Tuesday, May 3, 2011

They'll know you're not Italian

Italian piazzas.  I'm not sure what to compare them to in the States.  They're the center of activity in an Italian town.   Sometimes they're big.  Sometimes they're small.  Sometimes they have a few trees.  Sometimes they don't.  Sometimes they're beautiful--an open square with a fountain in the middle enclosed by a massive stone church on one side, a cafe with umbrellas on another, an arcaded sidewalk on another and il museo civico on the other.  Usually all with peely paint on the colored shutters (that actually open and close instead of the metal ones firmly attached to the houses in the States that function only as bad decoration.) Sadly, some piazzas actually serve as parking lots.  On market day, they're where the vendors come to set up shop.  Every other day, they're where the locals gather to say hello.  Especially on Sunday afternoons.  And in one town in particular, it seems that Sunday afternoons are for the men.  They get dressed up and come stand in a circle and talk.  About what?  I don't know and I probably never will.  But it's nice to look at them in their elegant clothes with their hands crossed behind their backs talking about something.

There's one time of day when an Italian piazza goes dead.  It's at 12:30.  I don't like to be there then.  Well, actually it's kind of growing on me.  I used to not like to be there.  Now that I understand it a little better and I live it a little more, it's kind of nice.  "When in Rome, do as the Romans do."  12:30 is closing time for every small town in Italy. If you're there at exactly 12:30 you can see the shopkeepers locking their doors and pulling down the shades of their shops.  It's time to go home for lunch. They all say "ciao" and quickly head off in their own direction.  Within five minutes the place is a ghost town. And it doesn't wake up again for three hours.

I DO like to be there at 15:25.  All of the same shopkeepers return, say "ciao" again, unlock their doors and pull up their shades.  You can actually hear the town come back to life.  In addition to the shopkeepers coming back to work, the shoppers come back to shop.  It all happens in five or ten minutes and it's as though the place was never empty at all.  Sometimes I'm there for both ends of the process and it's hard to believe it's the same place. If you don't have a watch and you're lost in the side streets of a small Italian town, you can tell the time by the hum of the piazza. You know when it's 15:30.  For sure.
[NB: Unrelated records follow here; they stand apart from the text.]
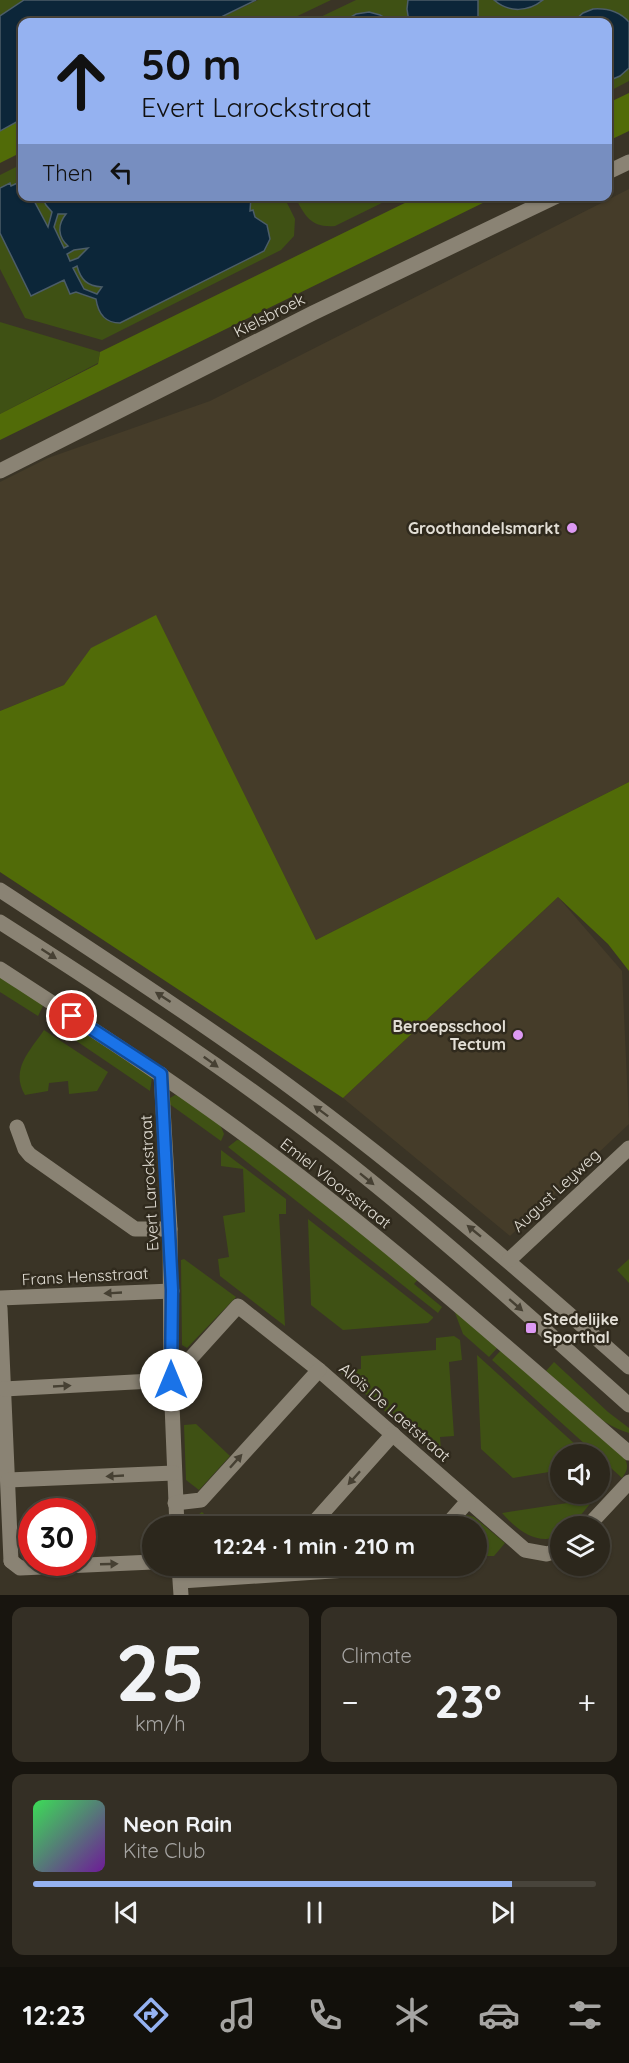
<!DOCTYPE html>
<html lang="en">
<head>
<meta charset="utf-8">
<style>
  :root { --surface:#2c271c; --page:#342f25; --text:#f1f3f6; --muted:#a6a5a3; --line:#48443b; --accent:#95b2f1 }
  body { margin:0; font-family:Quicksand,sans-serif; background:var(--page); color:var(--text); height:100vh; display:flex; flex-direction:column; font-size:22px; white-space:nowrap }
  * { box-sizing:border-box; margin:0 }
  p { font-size:20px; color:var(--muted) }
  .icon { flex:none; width:33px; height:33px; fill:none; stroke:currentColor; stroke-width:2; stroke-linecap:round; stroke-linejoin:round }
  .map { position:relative; height:1595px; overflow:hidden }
  .side { display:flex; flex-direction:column; gap:12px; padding:12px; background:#18150f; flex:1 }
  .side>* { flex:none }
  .banner { position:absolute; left:18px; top:18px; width:594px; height:183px; border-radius:12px; box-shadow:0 2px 4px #0004,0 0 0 2px var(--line); background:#95b2f1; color:#111; overflow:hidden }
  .controls { position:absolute; left:550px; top:1444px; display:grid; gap:12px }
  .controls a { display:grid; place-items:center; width:60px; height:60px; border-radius:50%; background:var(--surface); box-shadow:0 2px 4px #0004,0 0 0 2px var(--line); font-size:30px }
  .speed { position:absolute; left:18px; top:1498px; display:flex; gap:12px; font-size:30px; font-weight:700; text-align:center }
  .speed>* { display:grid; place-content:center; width:78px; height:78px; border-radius:50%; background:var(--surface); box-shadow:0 2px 4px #0004,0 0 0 2px var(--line); line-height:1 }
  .speed .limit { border:9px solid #d22; background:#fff; color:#111 }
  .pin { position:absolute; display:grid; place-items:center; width:51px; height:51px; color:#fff; margin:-26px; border:3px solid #fff; border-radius:50%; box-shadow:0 2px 6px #0007 }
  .me { position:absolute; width:66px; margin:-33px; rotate:0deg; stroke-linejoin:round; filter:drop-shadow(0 0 4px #0008) }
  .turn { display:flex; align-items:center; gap:21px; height:126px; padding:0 24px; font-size:27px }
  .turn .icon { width:78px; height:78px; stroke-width:2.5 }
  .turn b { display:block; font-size:42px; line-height:51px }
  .then { display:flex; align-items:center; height:57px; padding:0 24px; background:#0003; gap:12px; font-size:22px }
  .big { font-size:45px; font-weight:700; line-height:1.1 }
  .side .widget { flex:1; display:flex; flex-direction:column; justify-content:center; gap:9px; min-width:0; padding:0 21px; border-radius:12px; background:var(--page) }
  .side .dial { align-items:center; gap:0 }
  .dial b { font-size:78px; line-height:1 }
  .song { display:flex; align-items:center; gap:18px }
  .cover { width:72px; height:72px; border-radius:9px; background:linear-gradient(135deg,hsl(130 70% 55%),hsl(280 70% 35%)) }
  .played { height:6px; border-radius:3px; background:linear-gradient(90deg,var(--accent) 85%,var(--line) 85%) }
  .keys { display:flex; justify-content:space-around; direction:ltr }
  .heat { display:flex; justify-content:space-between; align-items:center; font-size:33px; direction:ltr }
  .side .tiles { flex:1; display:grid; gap:12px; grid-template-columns:1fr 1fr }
  .widget:last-child { grid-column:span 2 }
  .trip { position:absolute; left:142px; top:1516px; width:345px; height:60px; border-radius:30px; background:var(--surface); box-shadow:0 2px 4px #0004,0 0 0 2px var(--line); font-weight:700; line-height:60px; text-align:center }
  .tabs { display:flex; height:96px; justify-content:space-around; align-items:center; background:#12100b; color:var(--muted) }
  .tabs .icon { width:42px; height:42px }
  .tabs .active { color:var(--accent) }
  .tabs b { font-size:27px; color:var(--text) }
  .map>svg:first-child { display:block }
</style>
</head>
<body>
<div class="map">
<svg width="629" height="1595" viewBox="0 0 629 1595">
  <rect width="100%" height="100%" fill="#3a3426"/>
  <!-- built -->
  <g fill="#453c29">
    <polygon points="629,189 629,782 316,940 156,616 92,648 64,685 0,711 0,482 48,458 210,401"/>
    <polygon points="558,897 622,971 629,1124 510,1236 343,1098"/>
  </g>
  <!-- green -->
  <g fill="#3f5114">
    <polygon points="0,0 41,0 0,29"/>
    <polygon points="258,0 331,0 285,22 212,22"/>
    <polygon points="356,0 629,0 629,81 608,92 608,22 310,22"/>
    <polygon points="22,164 22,196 284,197 295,219 294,236 281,250 102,340 25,318 0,269 0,175"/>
    <path d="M 295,197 L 394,197 L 335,226 C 311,228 305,216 295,197 Z"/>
    <polygon points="0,322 100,352 98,363 0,414"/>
    <polygon points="0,975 41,1002 43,1006 38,1016 0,992"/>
    <polygon points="57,1014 152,1078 150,1091 47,1021 51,1015"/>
    <path d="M 44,1030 L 108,1072 L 97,1091 L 69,1094 L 68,1081 L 49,1083 L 48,1091 L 25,1095 C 10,1069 30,1051 44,1030 Z"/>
    <polygon points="175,1095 182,1097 220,1124 224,1134 221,1141 168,1103 170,1098"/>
    <polygon points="237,1140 243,1141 419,1278 414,1284 442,1307 438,1313 228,1147"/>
    <polygon points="221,1150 286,1199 286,1214 279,1214 285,1326 220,1276 218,1259 229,1257 223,1216 245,1212 243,1169 221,1166"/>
    <polygon points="308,1219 433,1317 433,1318 428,1323 343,1330 311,1305"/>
    <polygon points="184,1259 236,1297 187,1348 182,1345 181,1260"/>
    <polygon points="629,1259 629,1283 617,1270"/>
    <polygon points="452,1305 499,1346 489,1357 463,1334"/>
    <polygon points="454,1336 460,1340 462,1360 449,1362 454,1436 440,1437 442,1461 339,1371 361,1369 361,1356 436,1350 436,1338"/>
    <path d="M 502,1349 L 625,1459 C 629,1467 627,1471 622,1478 L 600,1458 L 600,1455 L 597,1455 L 492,1360 Z"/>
    <polygon points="477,1355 587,1455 561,1455 561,1470 513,1478 481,1449"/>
    <path d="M 554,1362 L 608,1412 L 629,1428 L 629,1433 C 597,1424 570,1392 546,1371 Z"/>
    <polygon points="196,1424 230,1456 199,1490 186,1480 184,1425"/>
    <path d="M 594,1499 L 571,1527 L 561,1527 L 561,1535 C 538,1547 517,1530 502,1513 Z"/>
    <polygon points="202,1512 218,1527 193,1527 195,1517"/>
    <polygon points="467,1515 474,1517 505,1543 494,1556 477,1556 477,1527 454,1527"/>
  </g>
  <!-- forest -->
  <g fill="#516b08">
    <polygon points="629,93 629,131 608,141 608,103"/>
    <polygon points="22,94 22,152 0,163 0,106"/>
    <polygon points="417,197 495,197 0,440 0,414 98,364 100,352"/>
    <polygon points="156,615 316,940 629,782 629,971 608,944 558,897 343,1098 0,872 0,711 64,685 91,648"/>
  </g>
  <!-- water -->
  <g fill="#0c2639" stroke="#4c5d68" stroke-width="1.5" fill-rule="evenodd">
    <polygon points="24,0 256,0 211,22 22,22 22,119 0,131 0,16"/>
    <polygon points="408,0 478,0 478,20 477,22 409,22 407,9"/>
    <path d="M 494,0 L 543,0 C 528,12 509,13 494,0 Z"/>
    <path d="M 593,9 C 607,8 619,11 629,22 L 629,68 L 620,76 L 608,81 L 608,22 L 573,22 L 583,13 Z"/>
    <polygon points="369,12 380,15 392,22 342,22 356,14"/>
    <path d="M 22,181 L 22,196 L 32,197 L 48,227 L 52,212 L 46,205 L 42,197 L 251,197 L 250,211 L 253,210 L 255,217 L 267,225 L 270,239 L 264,251 L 120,323 C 104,323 98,313 96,299 L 76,292 L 70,294 L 64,280 L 31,296 L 0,233 L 0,188 L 10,183 L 11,186 ZM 58,214 L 66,214 C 57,225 58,237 68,246 L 64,248 L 54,227 ZM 88,248 L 78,258 L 70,261 L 67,254 L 74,250 ZM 77,266 C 81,280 87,286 102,287 L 97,294 L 84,289 L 73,268 Z"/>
  </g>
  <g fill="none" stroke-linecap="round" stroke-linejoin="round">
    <!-- minor -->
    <g stroke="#8a8374" stroke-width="15">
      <polyline points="608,172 629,162"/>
      <polyline points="0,471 313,313 557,196"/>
      <path d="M 0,890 C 87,947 175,1004 260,1065 C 389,1158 510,1261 629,1367"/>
      <path d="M 0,922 C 119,998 236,1075 347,1162 C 444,1239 536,1322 629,1405"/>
      <path d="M 0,969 C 86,1025 170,1079 252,1140 C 383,1237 506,1346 629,1453"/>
      <polyline points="161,1074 170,1229 171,1380 177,1527"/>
      <polyline points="17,1127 25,1149 30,1155 135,1229 170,1229"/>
      <polyline points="509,1260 629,1148"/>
      <polyline points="0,1298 172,1291"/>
      <polyline points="0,1308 11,1561"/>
      <polyline points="4,1389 171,1380 238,1306 319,1370 525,1550 547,1554 561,1549"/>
      <polyline points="8,1480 174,1473"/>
      <polyline points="175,1503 201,1500 319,1370"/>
      <polyline points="310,1527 393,1434"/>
      <polyline points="445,1527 468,1501"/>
      <polyline points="587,1527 629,1482"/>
      <polyline points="11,1561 20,1568 153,1562"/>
      <polyline points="179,1566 181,1595"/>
      <polyline points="181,1581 407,1566"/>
    </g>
  </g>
  <!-- one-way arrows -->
  <defs><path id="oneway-solid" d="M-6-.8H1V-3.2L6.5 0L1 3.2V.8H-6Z" transform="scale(1.5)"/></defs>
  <g fill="#464033">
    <use href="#oneway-solid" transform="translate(49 954) rotate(33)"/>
    <use href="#oneway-solid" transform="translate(163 997) rotate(-147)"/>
    <use href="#oneway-solid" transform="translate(211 1062) rotate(36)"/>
    <use href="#oneway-solid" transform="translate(321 1111) rotate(-143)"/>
    <use href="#oneway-solid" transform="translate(367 1179) rotate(39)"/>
    <use href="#oneway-solid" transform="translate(474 1231) rotate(-141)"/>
    <use href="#oneway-solid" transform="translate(113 1293) rotate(177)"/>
    <use href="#oneway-solid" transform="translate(516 1305) rotate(41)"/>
    <use href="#oneway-solid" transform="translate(62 1386) rotate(-3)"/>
    <use href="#oneway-solid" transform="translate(236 1461) rotate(-48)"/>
    <use href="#oneway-solid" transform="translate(115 1476) rotate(177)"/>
    <use href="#oneway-solid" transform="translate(354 1478) rotate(132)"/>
    <use href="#oneway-solid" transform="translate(109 1564) rotate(-2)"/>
  </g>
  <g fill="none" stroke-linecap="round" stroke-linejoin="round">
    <!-- route casing -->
    <g stroke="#114b97" stroke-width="15">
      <polyline id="route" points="72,1016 161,1074 172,1290 171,1380"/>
    </g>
    <!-- route -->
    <use href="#route" stroke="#1a73e8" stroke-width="10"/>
  </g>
  <!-- markers -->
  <g fill="#dd99f3" stroke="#302a1d" stroke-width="2">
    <circle cx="572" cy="528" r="6"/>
    <circle cx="518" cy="1035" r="6"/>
    <rect x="525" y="1322" width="12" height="12" rx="3"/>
  </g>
  <g text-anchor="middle" stroke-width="5" stroke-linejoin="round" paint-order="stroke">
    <!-- street labels -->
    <g font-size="16" fill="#e2ded5" stroke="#302a1d">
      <text transform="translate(269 315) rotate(-27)" y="6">Kielsbroek</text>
      <text transform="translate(149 1183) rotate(-93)" y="6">Evert Larockstraat</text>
      <text transform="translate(336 1183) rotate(38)" y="6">Emiel Vloorsstraat</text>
      <text transform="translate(556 1190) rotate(-43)" y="6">August Leyweg</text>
      <text transform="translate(85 1276) rotate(-3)" y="6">Frans Hensstraat</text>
      <text transform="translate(395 1412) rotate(41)" y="6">Aloïs De Laetstraat</text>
    </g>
    <!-- poi labels -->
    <g font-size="16" font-weight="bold" fill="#e2ded5" stroke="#302a1d" text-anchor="end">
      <text x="560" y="534">Groothandelsmarkt</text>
      <text x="506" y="1032">Beroepsschool<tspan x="506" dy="18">Tectum</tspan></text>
      <text x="543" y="1325" text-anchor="start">Stedelijke<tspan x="543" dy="18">Sporthal</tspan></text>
    </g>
  </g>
</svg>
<div class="controls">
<a><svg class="icon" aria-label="sound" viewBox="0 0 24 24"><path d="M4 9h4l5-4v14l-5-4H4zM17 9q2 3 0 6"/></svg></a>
<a><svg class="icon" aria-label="layers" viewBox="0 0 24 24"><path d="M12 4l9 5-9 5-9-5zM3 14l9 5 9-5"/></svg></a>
</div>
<div class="speed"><div class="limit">30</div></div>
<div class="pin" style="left:72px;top:1016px;background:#d93025"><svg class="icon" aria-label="arrive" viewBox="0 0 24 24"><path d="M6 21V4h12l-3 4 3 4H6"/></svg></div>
<svg class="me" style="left:171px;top:1380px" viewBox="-20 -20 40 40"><circle r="19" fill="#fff"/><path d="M0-13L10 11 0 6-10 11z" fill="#1a73e8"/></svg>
<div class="trip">12:24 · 1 min · 210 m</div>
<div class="banner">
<div class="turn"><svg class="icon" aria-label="ahead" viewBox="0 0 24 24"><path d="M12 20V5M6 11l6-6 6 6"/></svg><div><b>50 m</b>Evert Larockstraat</div></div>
<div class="then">Then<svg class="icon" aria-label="left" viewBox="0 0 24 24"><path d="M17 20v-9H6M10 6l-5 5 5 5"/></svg></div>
</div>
</div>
<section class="side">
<div class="tiles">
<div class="widget dial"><b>25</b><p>km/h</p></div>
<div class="widget"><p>Climate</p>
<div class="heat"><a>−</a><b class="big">23°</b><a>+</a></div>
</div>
<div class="widget">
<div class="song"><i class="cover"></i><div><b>Neon Rain</b><p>Kite Club</p></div></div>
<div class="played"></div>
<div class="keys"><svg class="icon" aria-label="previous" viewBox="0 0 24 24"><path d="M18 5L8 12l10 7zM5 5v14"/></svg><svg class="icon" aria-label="pause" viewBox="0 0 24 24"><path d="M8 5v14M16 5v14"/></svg><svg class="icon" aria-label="next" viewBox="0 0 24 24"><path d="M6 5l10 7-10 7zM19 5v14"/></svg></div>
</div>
</div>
</section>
<nav class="tabs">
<b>12:23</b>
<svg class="icon active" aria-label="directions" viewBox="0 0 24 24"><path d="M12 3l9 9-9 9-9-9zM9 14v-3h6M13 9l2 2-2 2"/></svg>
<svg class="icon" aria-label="music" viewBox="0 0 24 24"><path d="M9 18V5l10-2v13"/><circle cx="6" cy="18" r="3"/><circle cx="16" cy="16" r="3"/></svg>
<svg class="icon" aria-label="phone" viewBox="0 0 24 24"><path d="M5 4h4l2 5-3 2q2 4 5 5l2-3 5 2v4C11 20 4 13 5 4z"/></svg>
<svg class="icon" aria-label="climate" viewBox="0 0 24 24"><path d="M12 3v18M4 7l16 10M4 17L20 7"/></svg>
<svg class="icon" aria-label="car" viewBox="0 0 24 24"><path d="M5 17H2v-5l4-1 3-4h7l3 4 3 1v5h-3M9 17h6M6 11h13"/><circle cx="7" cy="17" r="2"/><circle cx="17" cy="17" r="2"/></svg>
<svg class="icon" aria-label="filters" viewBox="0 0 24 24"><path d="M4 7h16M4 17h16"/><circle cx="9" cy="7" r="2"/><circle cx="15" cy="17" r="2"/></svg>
</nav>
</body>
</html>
In my opinion, Italian piazzas are only missing one thing. Benches.  In a super small town where the piazza is only about the size of four of my Paris apartments, there are usually benches.  Maybe because the only people left in those small towns are the old people and they won't come out to the piazza if there's no place to sit.  Well, this old lady kind of feels the same.  But, I've decided to break the rules.  And where there are no benches (which is almost everywhere) I sit on the steps.  I'm the only one sitting on the steps. Everyone else is walking by or standing in the middle.  I asked a friend if it was okay to sit there and he said, "As long as you don't mind that everyone will know you're not Italian."  Believe it or not, he sat there with me (as you can see by the photo, he lost his head for a moment) and we listened to some street performers play classical music.  He agreed that it was a nice place to sit, but I'm sure he'll never do it again.  I will.  I guess it's just more proof that I'm growing up.  I used to hide in the corner in a small African village to read my map so the people wouldn't know I was a tourist.  Did I think I could actually hide in an African village?
 
Now, I sit on the steps in Italian piazzas knowing I don't belong there and knowing that everyone else knows I don't belong there either.  I've stepped outside the box.  Why have I always tried so hard to live inside the box when I travel when I'm so happy living outside the box at home?  Maybe this means I finally feel at home in Italy and my friends will have to get used to the fact that when in Rome, Tenley usually doesn't do as the Romans do.